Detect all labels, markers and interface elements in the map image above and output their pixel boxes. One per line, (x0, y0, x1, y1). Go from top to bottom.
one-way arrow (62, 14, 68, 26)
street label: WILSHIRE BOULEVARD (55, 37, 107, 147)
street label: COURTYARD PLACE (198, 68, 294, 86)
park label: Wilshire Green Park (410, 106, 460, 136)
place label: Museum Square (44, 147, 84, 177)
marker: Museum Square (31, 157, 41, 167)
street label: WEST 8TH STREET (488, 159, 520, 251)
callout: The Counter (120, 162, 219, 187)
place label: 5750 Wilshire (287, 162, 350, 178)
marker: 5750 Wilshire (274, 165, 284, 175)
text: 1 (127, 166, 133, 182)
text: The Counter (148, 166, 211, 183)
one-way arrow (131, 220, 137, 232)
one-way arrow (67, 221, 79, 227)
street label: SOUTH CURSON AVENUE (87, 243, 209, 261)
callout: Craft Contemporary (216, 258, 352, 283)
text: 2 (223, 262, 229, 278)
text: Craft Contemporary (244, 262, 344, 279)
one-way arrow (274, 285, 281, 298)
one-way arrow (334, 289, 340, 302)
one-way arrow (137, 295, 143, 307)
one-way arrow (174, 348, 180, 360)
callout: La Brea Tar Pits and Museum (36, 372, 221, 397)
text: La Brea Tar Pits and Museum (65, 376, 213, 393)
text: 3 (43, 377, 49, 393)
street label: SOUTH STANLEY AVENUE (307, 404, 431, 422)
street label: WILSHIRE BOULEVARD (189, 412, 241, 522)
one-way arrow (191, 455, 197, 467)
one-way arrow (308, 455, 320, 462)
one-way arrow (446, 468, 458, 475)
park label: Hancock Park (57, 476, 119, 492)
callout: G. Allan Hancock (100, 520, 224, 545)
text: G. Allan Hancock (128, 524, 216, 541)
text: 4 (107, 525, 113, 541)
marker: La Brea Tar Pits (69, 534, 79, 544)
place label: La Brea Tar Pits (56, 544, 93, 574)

——

● **Required work**
Write out the complete material a second time, matching it exactly.

● **Output**
Detect all labels, markers and interface elements in the map image above and output their pixel boxes. One per line, (x0, y0, x1, y1). Go from top to bottom.
one-way arrow (62, 14, 68, 26)
street label: WILSHIRE BOULEVARD (55, 37, 107, 147)
street label: COURTYARD PLACE (198, 68, 294, 86)
park label: Wilshire Green Park (410, 106, 460, 136)
place label: Museum Square (44, 147, 84, 177)
marker: Museum Square (31, 157, 41, 167)
street label: WEST 8TH STREET (488, 159, 520, 251)
callout: The Counter (120, 162, 219, 187)
place label: 5750 Wilshire (287, 162, 350, 178)
marker: 5750 Wilshire (274, 165, 284, 175)
text: 1 (127, 166, 133, 182)
text: The Counter (148, 166, 211, 183)
one-way arrow (131, 220, 137, 232)
one-way arrow (67, 221, 79, 227)
street label: SOUTH CURSON AVENUE (87, 243, 209, 261)
callout: Craft Contemporary (216, 258, 352, 283)
text: 2 (223, 262, 229, 278)
text: Craft Contemporary (244, 262, 344, 279)
one-way arrow (274, 285, 281, 298)
one-way arrow (334, 289, 340, 302)
one-way arrow (137, 295, 143, 307)
one-way arrow (174, 348, 180, 360)
callout: La Brea Tar Pits and Museum (36, 372, 221, 397)
text: La Brea Tar Pits and Museum (65, 376, 213, 393)
text: 3 (43, 377, 49, 393)
street label: SOUTH STANLEY AVENUE (307, 404, 431, 422)
street label: WILSHIRE BOULEVARD (189, 412, 241, 522)
one-way arrow (191, 455, 197, 467)
one-way arrow (308, 455, 320, 462)
one-way arrow (446, 468, 458, 475)
park label: Hancock Park (57, 476, 119, 492)
callout: G. Allan Hancock (100, 520, 224, 545)
text: G. Allan Hancock (128, 524, 216, 541)
text: 4 (107, 525, 113, 541)
marker: La Brea Tar Pits (69, 534, 79, 544)
place label: La Brea Tar Pits (56, 544, 93, 574)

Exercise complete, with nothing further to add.